Nous souhaitons tous qu’il n’y ait plus jamais de troisième guerre mondiale. Car elle serait mille fois plus effroyable que tout ce que l’humanité peut imaginer. Les arsenaux nucléaires sont là, silencieux mais prêts, et aucun dirigeant ne peut répondre avec sincérité à la question : « Quel motif justifiera d’appuyer sur le bouton rouge ? » L’histoire nous rappelle que les bombes d’Hiroshima et Nagasaki ne visaient pas des moyens défensifs, mais des populations civiles, pour forcer la capitulation du Japon. Ce crime n’a jamais été reconnu comme tel.
Il est encore possible d’œuvrer à un « plus jamais » véritable, mais cette fois-ci de la bonne manière. Nous devons nous souvenir que nous appartenons à la Sainte Volonté de Dieu. Nous ne devons plus jamais ériger les veaux d’or des fausses valeurs terrestres entre nous et Lui. Nous ne devons plus jamais détourner notre décision de vivre dans Sa Volonté. Nous ne devons plus jamais imposer à Son Amour et à Sa Miséricorde le poids de notre infidélité.
Cet ouvrage est une invitation à redécouvrir ces « plus jamais » positifs, exigeant un effort quotidien, une vigilance constante, afin de redevenir des serviteurs de la Sainte Volonté de Dieu. Car la terre n’était pas destinée à être un champ de ruines, mais une vallée de lumière, un havre de paix, un jardin fleuri où tout s’élève à la gloire du Créateur. Ce n’est pas une utopie ni un idéalisme naïf : c’est la conviction que seule la Volonté de Dieu est souveraine. Rien ne s’accomplira sans Elle, et Elle seule s’accomplira sur cette terre.

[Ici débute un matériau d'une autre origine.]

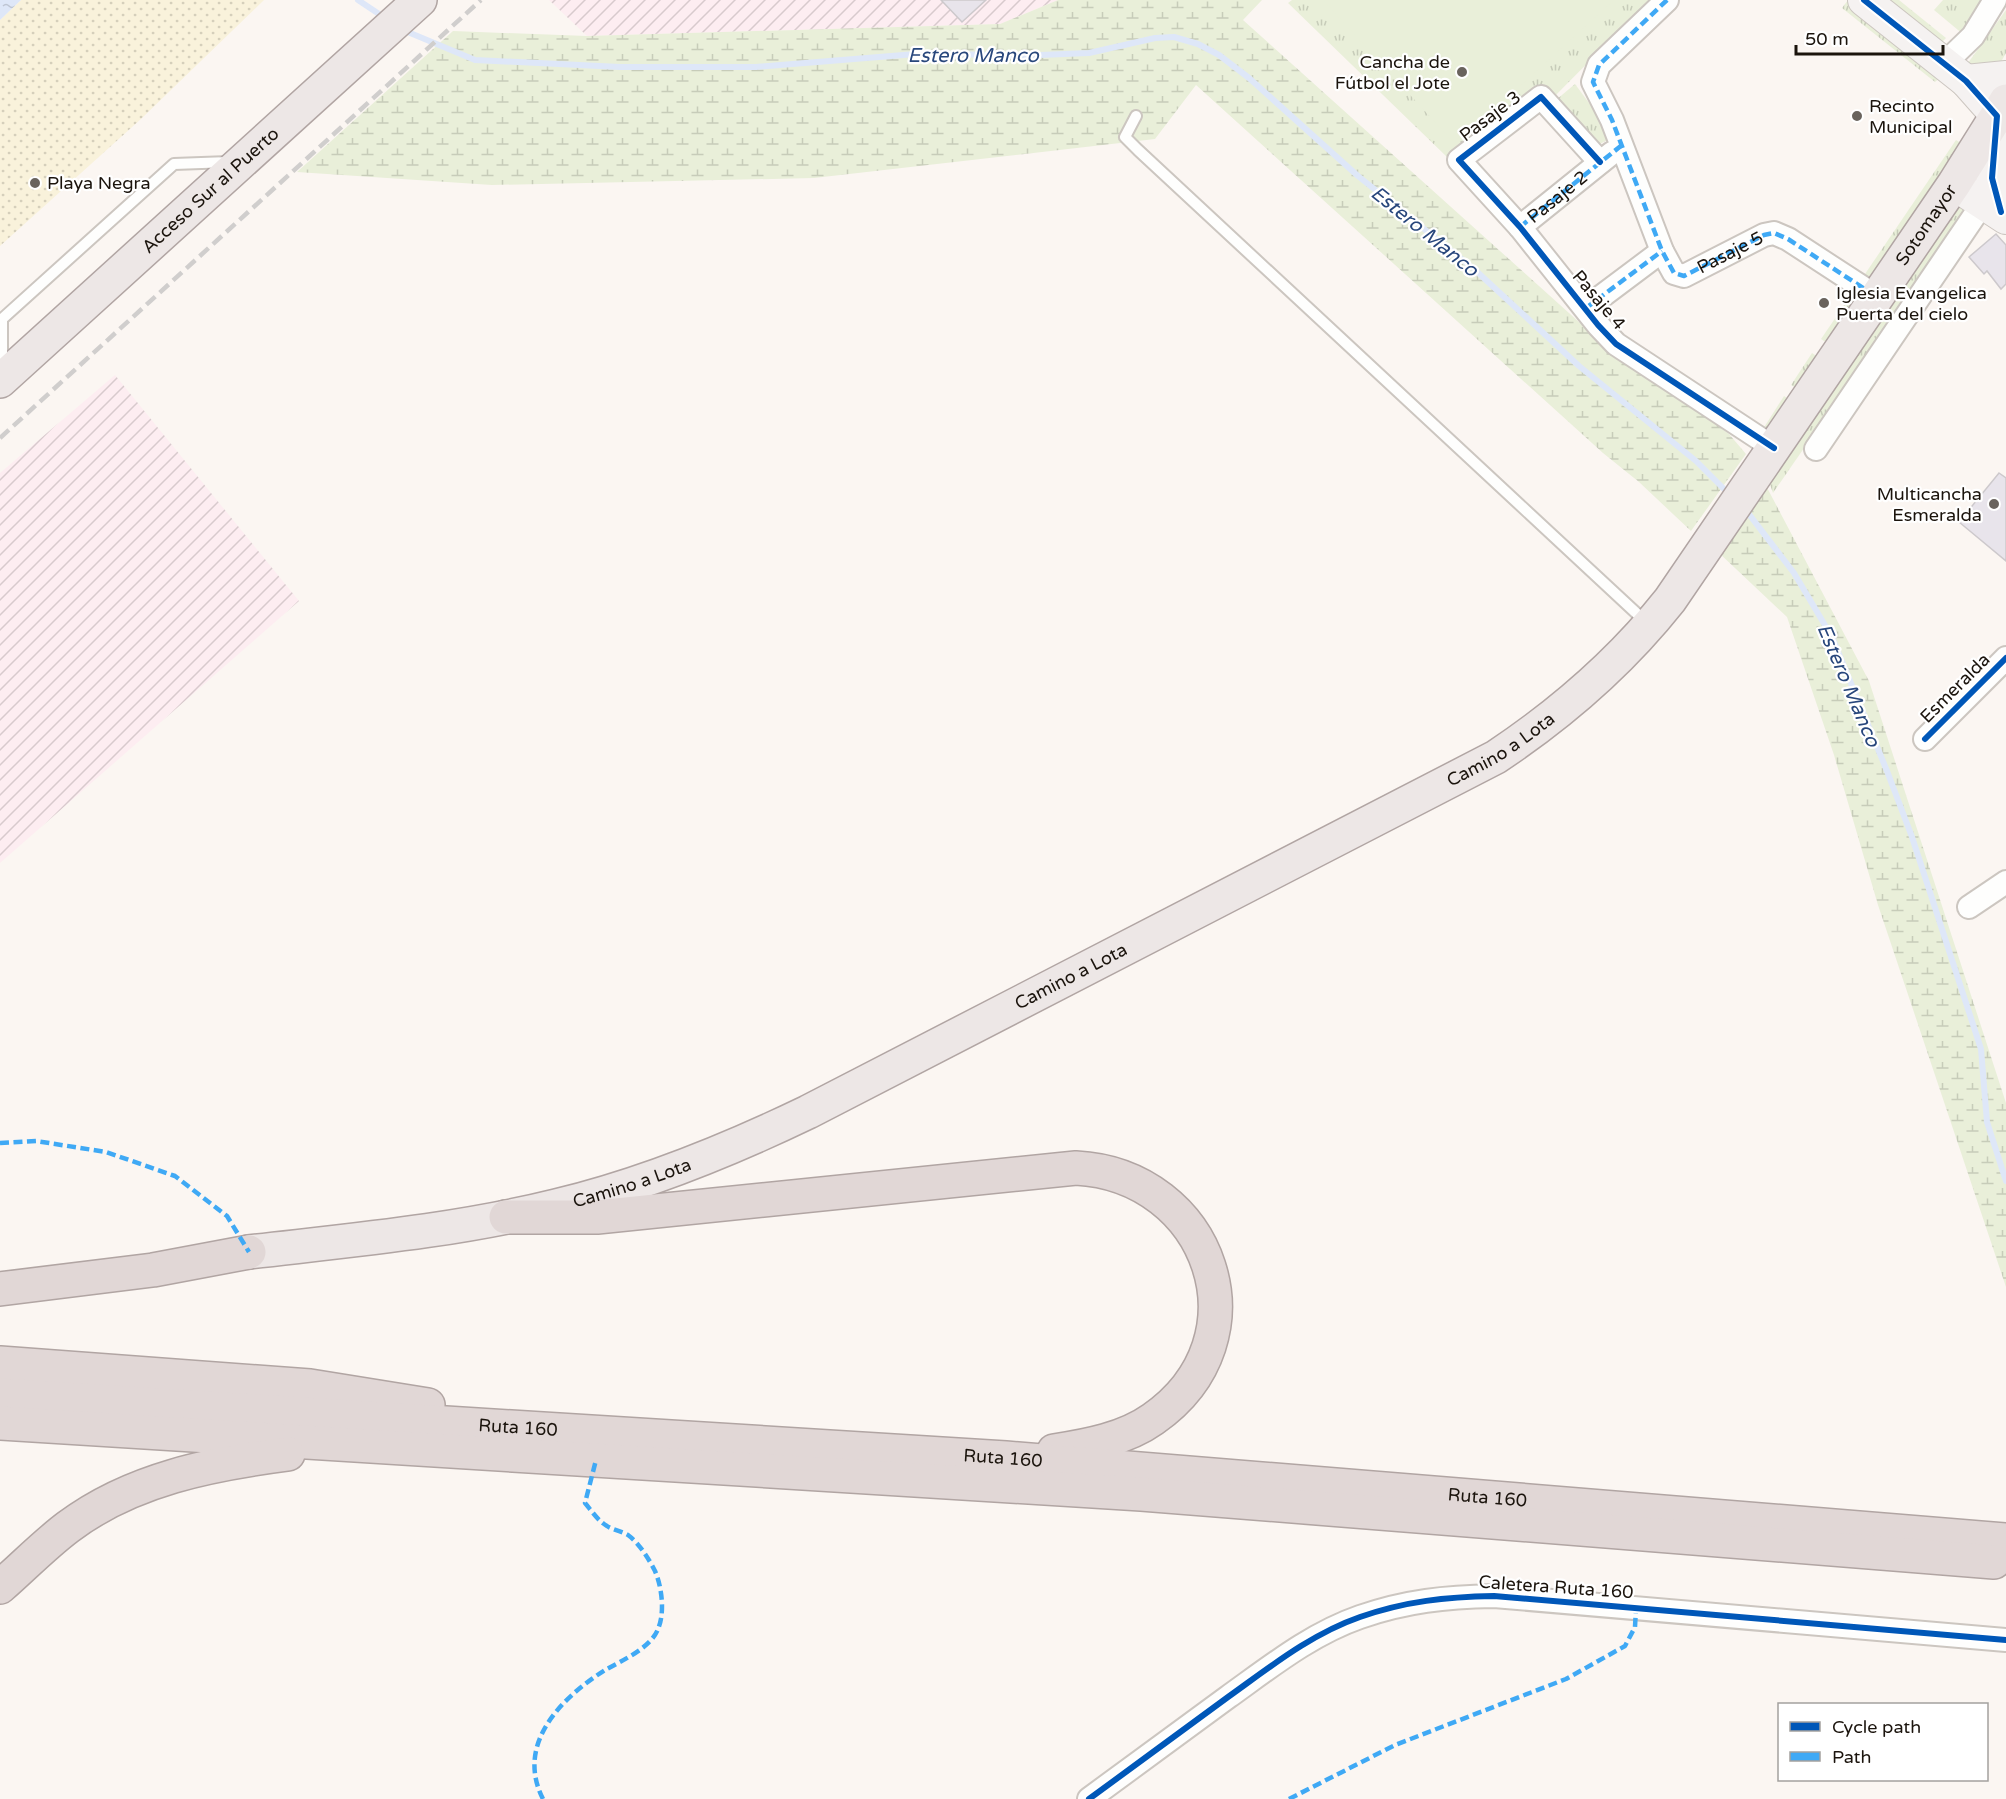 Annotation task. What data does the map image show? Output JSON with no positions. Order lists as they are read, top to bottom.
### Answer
{
  "streets": {
    "highway": ["Ruta 160"],
    "main road": ["Acceso Sur al Puerto", "Sotomayor", "Camino a Lota"],
    "street": [
      "Pasaje 3",
      "Pasaje 2",
      "Pasaje 5",
      "Pasaje 4",
      "Esmeralda",
      "Caletera Ruta 160"
    ]
  },
  "crossings": [
    ["Pasaje 3", "Pasaje 2"],
    ["Pasaje 3", "Pasaje 4"],
    ["Pasaje 2", "Pasaje 5"],
    ["Pasaje 2", "Pasaje 4"],
    ["Sotomayor", "Pasaje 5"],
    ["Sotomayor", "Pasaje 4"],
    ["Sotomayor", "Camino a Lota"],
    ["Pasaje 4", "Camino a Lota"]
  ],
  "water": ["Estero Manco"],
  "places": [
    "Cancha de Fútbol el Jote",
    "Recinto Municipal",
    "Playa Negra",
    "Iglesia Evangelica Puerta del cielo",
    "Multicancha Esmeralda"
  ],
  "legend": ["Cycle path", "Path"],
  "scale_bar": "50 m"
} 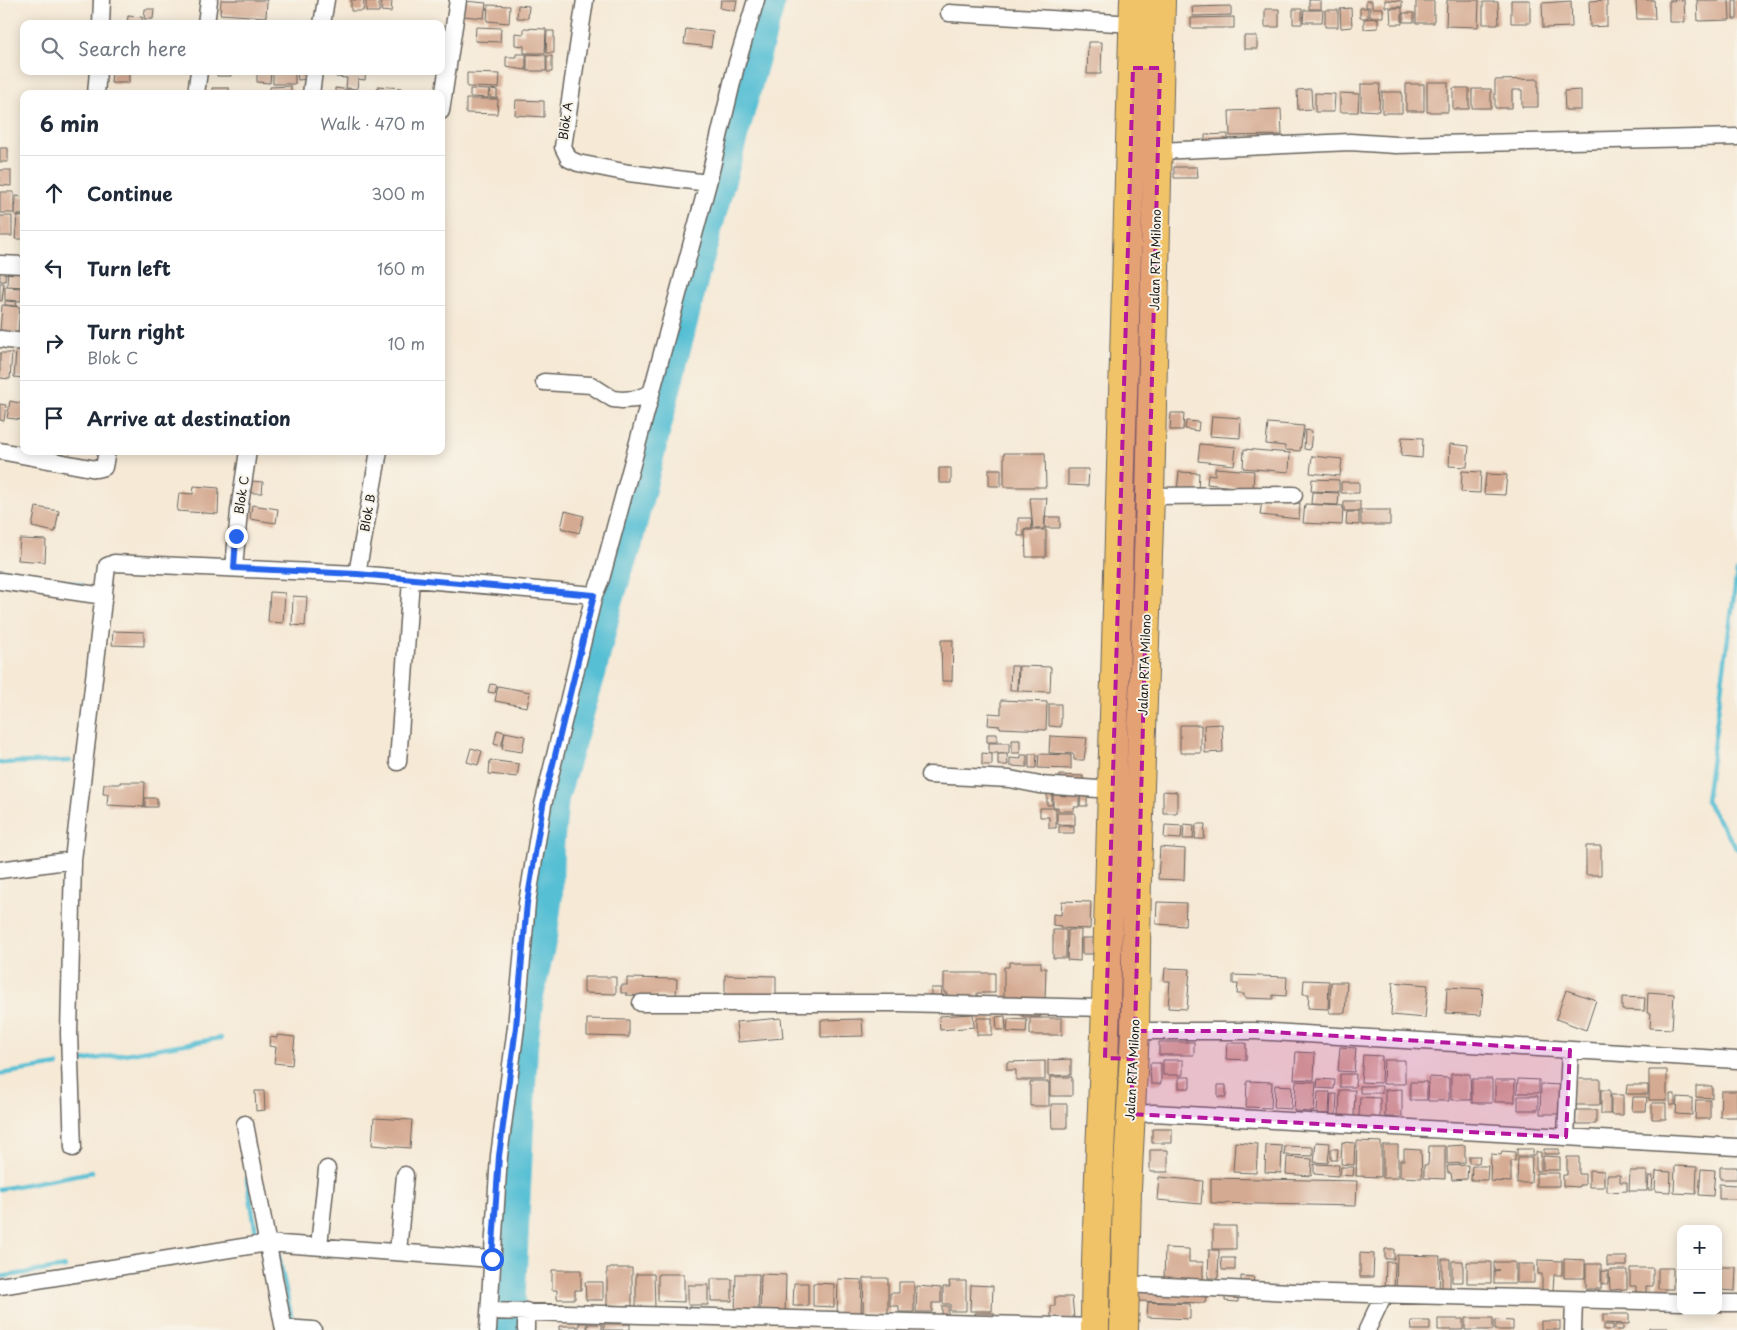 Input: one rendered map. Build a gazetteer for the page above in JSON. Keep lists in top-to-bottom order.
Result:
{
  "streets": {
    "highway": ["Jalan RTA Milono"],
    "street": ["Blok A", "Blok C", "Blok B"]
  },
  "page": {
    "search": "Search here",
    "heading": ["6 min", "Walk · 470 m"],
    "list": [
      ["Continue", "300 m"],
      ["Turn left", "160 m"],
      ["Turn right", "Blok C", "10 m"],
      "Arrive at destination"
    ],
    "map_buttons": ["+", "−"]
  }
} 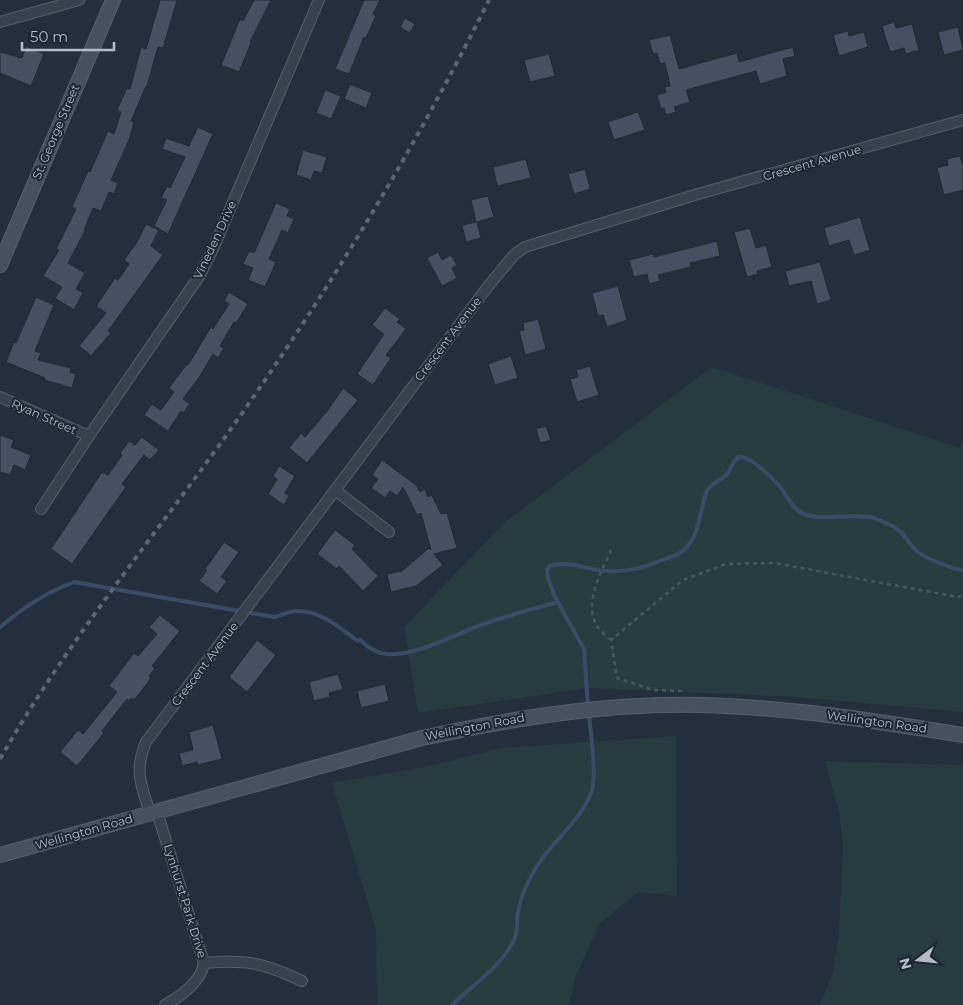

Cher lecteur, ce livre est une invitation à réfléchir, à méditer et à se transformer. Il ne s’agit pas seulement d’un cri d’alarme, mais d’un appel à l’espérance et à la responsabilité. Chaque page est une étape vers une prise de conscience plus profonde, vers une lumière qui éclaire nos choix et nos actes.
Je vous souhaite une lecture féconde, inspirante et transformatrice. Puissiez-vous trouver dans ces lignes non seulement des avertissements, mais surtout des clés pour bâtir un monde où « plus jamais » ne sera pas une illusion, mais une réalité vivante.
Bonne lecture, et que la Lumière vous accompagne.